• _RECORD SET_
[Start of section]

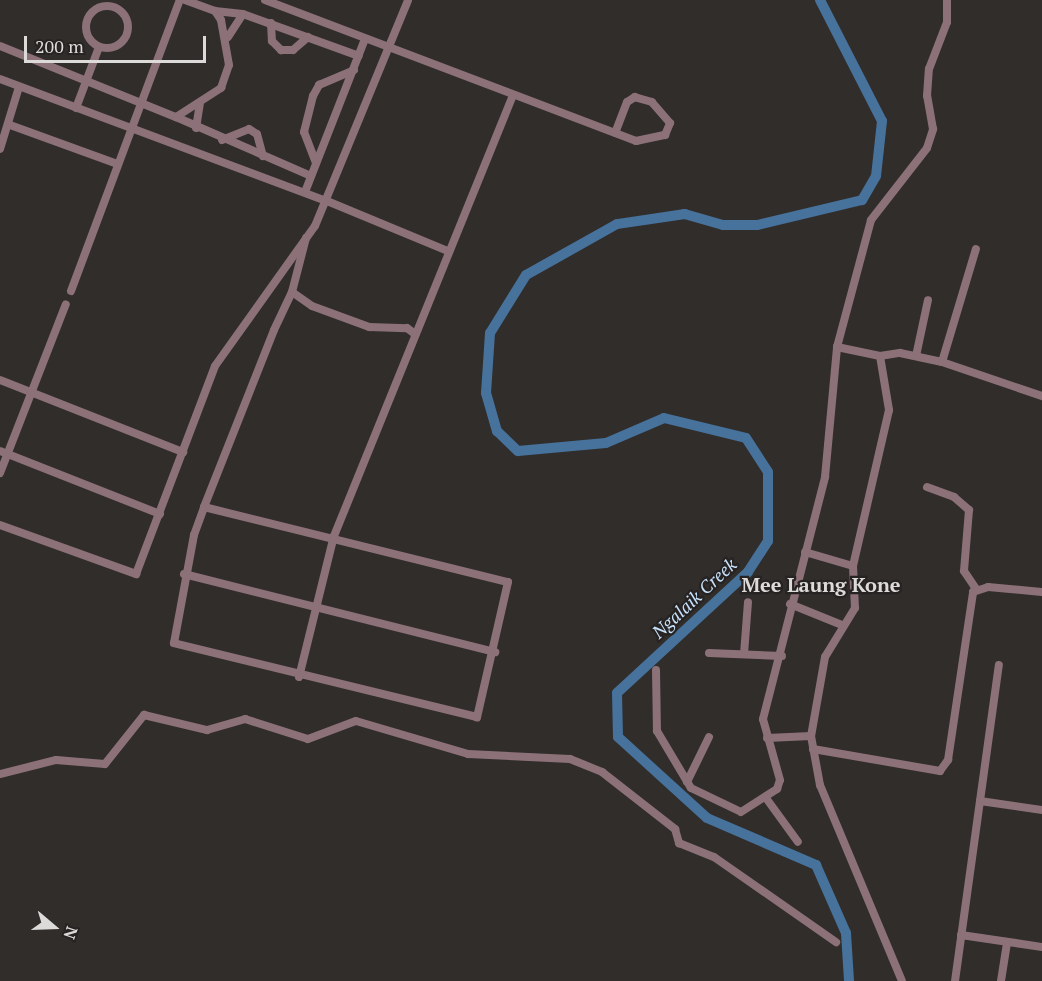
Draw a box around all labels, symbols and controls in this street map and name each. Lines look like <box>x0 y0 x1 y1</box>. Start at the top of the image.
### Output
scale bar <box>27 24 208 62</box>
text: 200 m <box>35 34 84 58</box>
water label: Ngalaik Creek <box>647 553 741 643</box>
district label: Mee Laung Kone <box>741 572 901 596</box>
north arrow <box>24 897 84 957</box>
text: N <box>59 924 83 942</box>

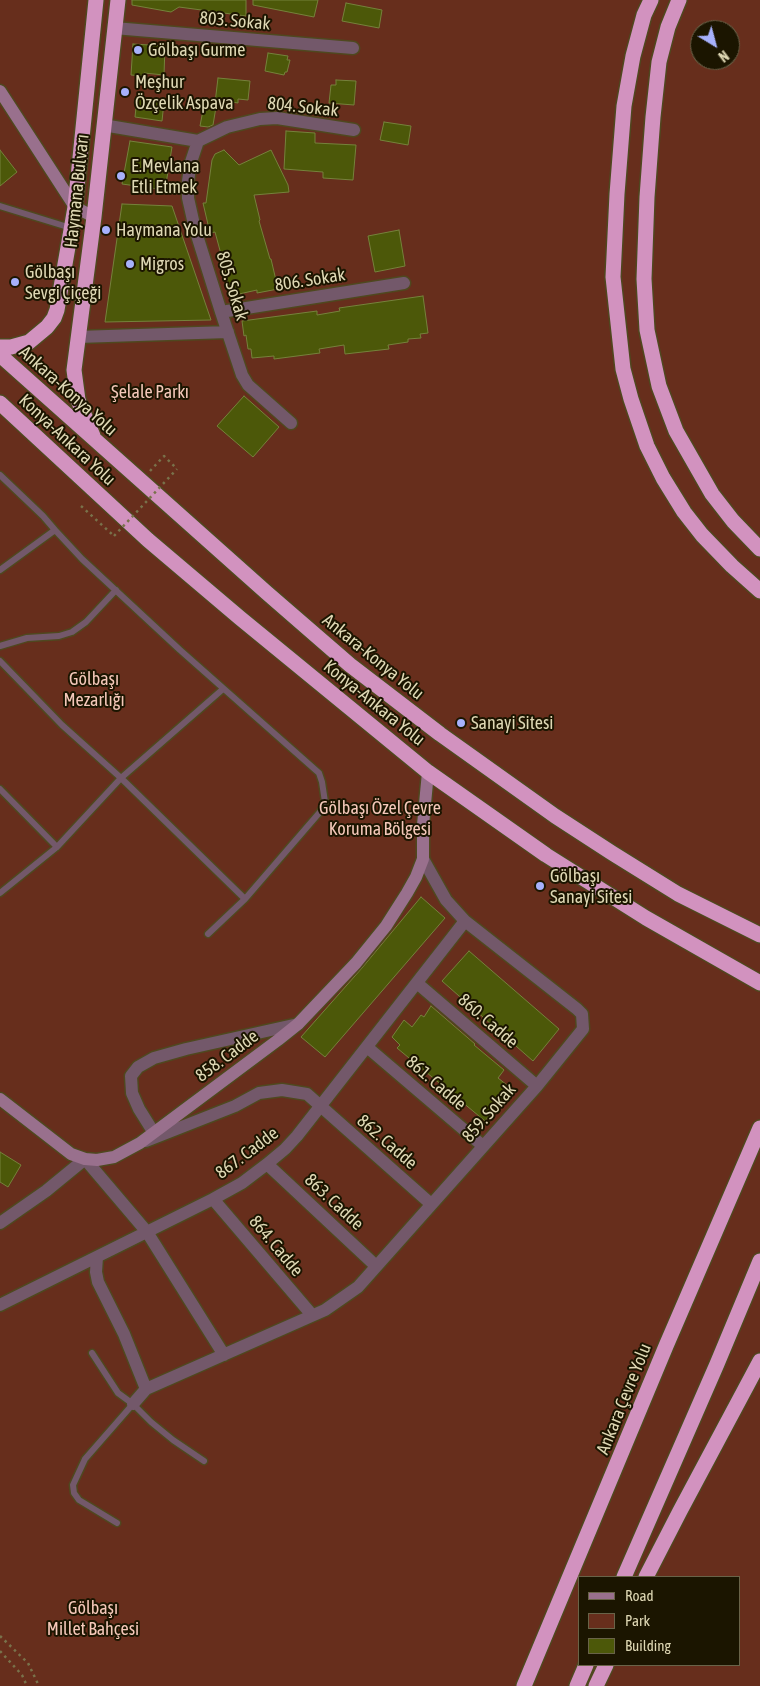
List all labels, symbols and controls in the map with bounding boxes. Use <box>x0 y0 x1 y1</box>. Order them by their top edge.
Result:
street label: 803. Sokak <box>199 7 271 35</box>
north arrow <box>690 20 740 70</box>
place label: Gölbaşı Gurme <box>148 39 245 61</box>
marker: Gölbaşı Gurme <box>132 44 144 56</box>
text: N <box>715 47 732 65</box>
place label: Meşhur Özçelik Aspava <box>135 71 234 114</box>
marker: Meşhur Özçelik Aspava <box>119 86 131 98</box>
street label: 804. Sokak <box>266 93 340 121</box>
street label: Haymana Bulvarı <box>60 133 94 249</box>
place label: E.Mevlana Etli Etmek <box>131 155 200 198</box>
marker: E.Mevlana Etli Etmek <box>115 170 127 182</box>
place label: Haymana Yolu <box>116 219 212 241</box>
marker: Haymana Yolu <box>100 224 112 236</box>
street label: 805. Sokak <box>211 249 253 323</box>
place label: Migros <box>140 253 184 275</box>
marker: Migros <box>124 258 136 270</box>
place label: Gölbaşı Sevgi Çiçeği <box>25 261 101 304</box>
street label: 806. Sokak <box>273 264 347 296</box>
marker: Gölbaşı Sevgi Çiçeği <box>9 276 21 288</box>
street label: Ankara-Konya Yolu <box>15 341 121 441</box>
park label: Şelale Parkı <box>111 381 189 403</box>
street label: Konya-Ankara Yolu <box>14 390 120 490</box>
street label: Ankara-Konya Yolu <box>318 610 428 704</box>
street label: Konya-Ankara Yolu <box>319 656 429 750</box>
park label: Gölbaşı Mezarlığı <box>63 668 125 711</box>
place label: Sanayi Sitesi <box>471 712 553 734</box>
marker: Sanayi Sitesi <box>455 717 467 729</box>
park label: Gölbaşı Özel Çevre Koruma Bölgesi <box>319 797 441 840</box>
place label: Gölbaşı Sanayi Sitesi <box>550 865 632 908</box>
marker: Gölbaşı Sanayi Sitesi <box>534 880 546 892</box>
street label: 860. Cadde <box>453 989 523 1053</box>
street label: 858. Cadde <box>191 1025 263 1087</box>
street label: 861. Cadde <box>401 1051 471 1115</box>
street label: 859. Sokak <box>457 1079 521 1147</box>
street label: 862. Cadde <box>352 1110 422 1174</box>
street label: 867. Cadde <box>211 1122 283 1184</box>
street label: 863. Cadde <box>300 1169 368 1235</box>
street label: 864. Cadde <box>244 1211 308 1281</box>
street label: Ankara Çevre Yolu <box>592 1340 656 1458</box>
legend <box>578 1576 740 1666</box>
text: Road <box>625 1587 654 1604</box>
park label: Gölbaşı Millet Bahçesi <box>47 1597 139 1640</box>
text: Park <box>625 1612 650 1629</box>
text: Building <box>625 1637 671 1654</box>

[End of section]
[Start of section]

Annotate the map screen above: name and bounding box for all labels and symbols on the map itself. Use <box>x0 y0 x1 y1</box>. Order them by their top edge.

[End of section]
[Start of section]

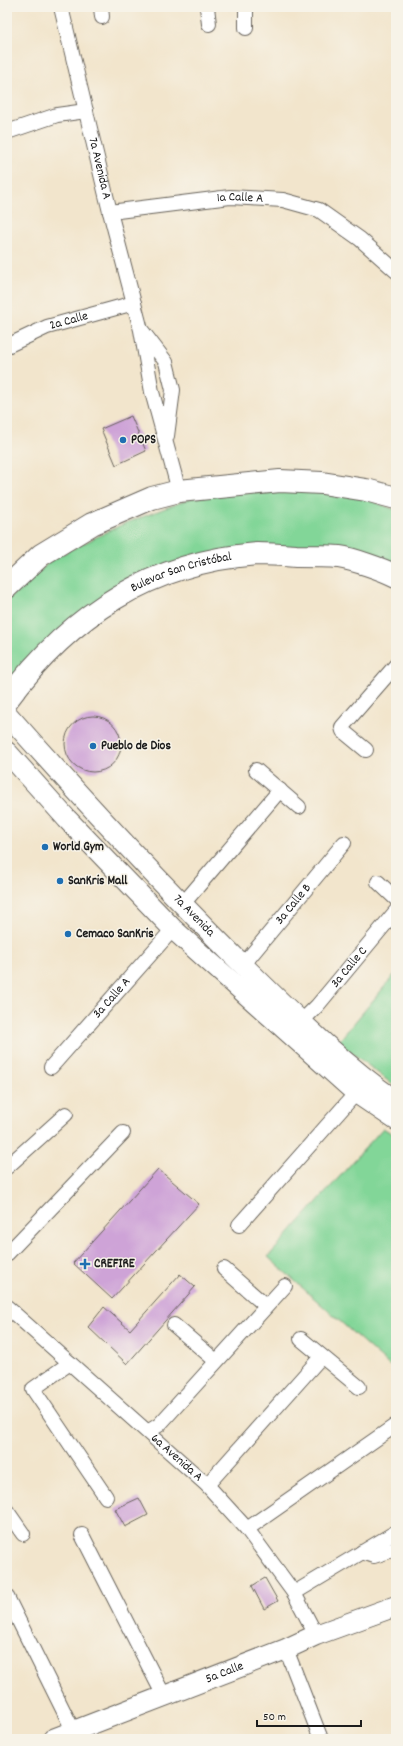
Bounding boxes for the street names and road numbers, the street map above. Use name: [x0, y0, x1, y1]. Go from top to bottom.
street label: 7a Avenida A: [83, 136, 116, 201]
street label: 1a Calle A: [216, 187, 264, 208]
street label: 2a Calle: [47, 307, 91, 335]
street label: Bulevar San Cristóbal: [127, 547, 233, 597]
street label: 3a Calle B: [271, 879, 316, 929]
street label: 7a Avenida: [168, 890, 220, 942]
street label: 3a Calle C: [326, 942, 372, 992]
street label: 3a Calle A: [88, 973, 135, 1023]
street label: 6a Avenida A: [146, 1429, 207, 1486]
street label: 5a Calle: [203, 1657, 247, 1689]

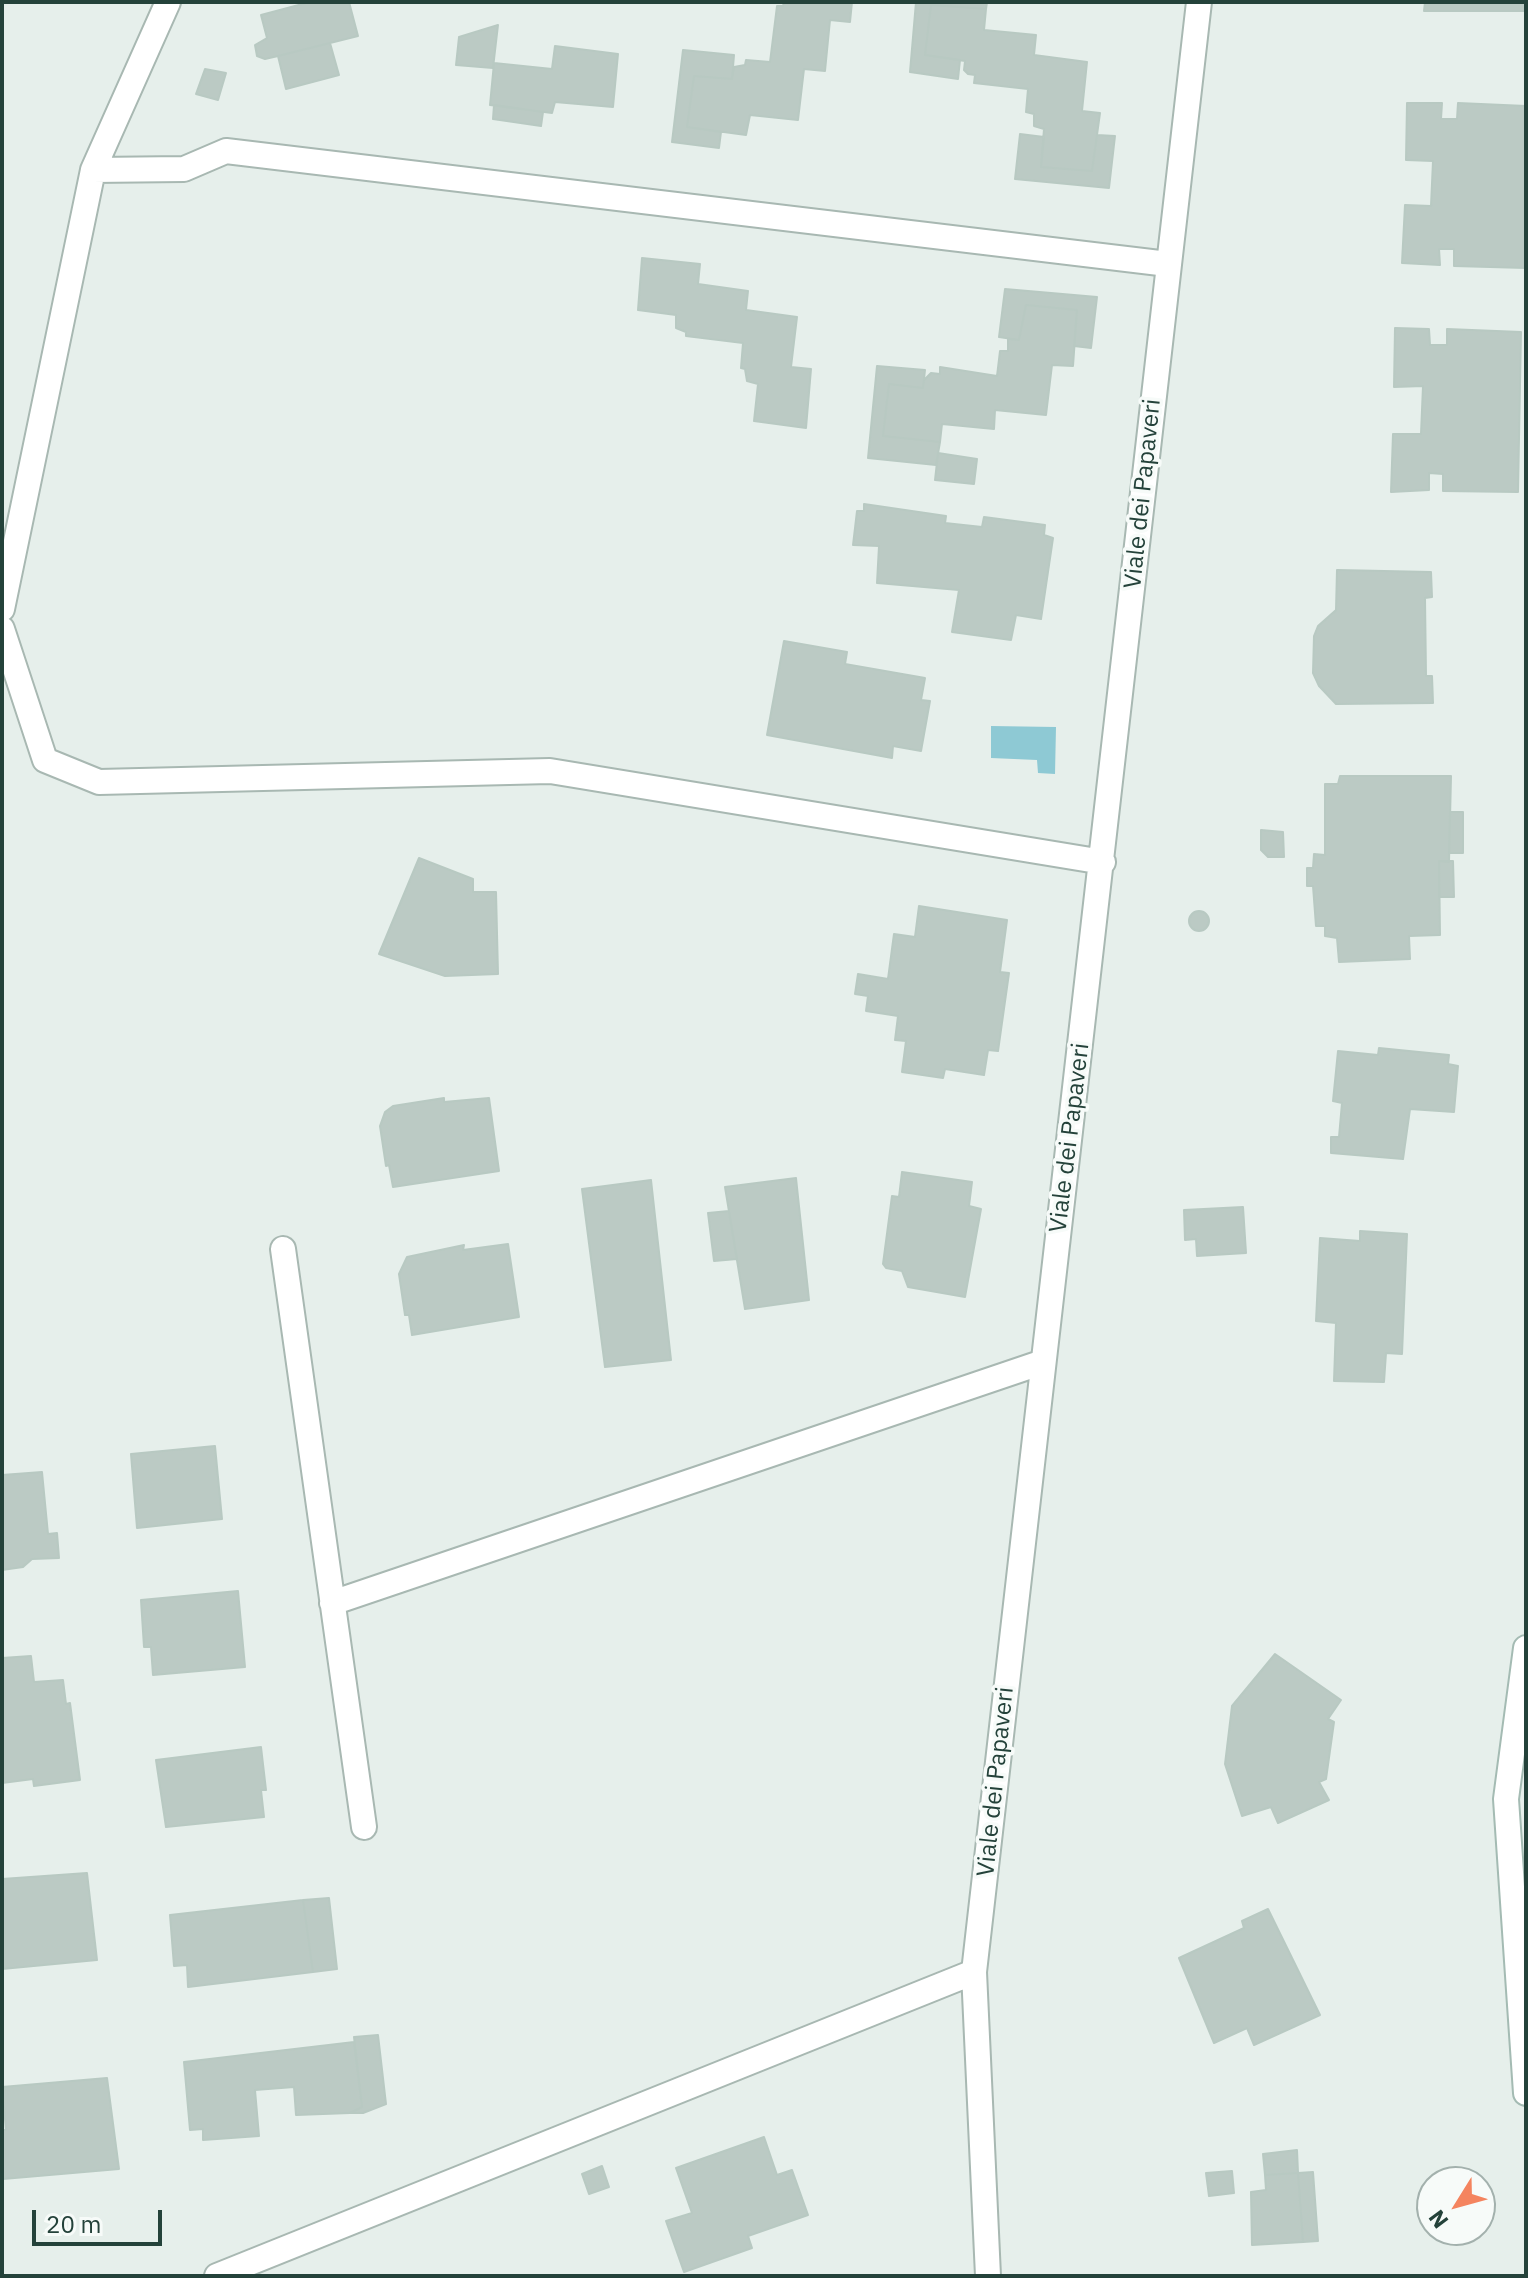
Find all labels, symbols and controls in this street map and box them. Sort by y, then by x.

[End of section]

• _ASSIGNMENT_
Leave the pictures out. Output, exactly, the lines of the material above starting at the line containing "Draw a box around" and ending at the line containing "List all labels, symbols".

• _SOLVED PROBLEM_
Draw a box around all labels, symbols and controls in this street map and name each. Lines look like <box>x0 y0 x1 y1</box>. Start at the top of the image.
### Output
scale bar <box>27 24 208 62</box>
text: 200 m <box>35 34 84 58</box>
water label: Ngalaik Creek <box>647 553 741 643</box>
district label: Mee Laung Kone <box>741 572 901 596</box>
north arrow <box>24 897 84 957</box>
text: N <box>59 924 83 942</box>

List all labels, symbols and controls in the map with bounding boxes. Use <box>x0 y0 x1 y1</box>. Order them by their top edge.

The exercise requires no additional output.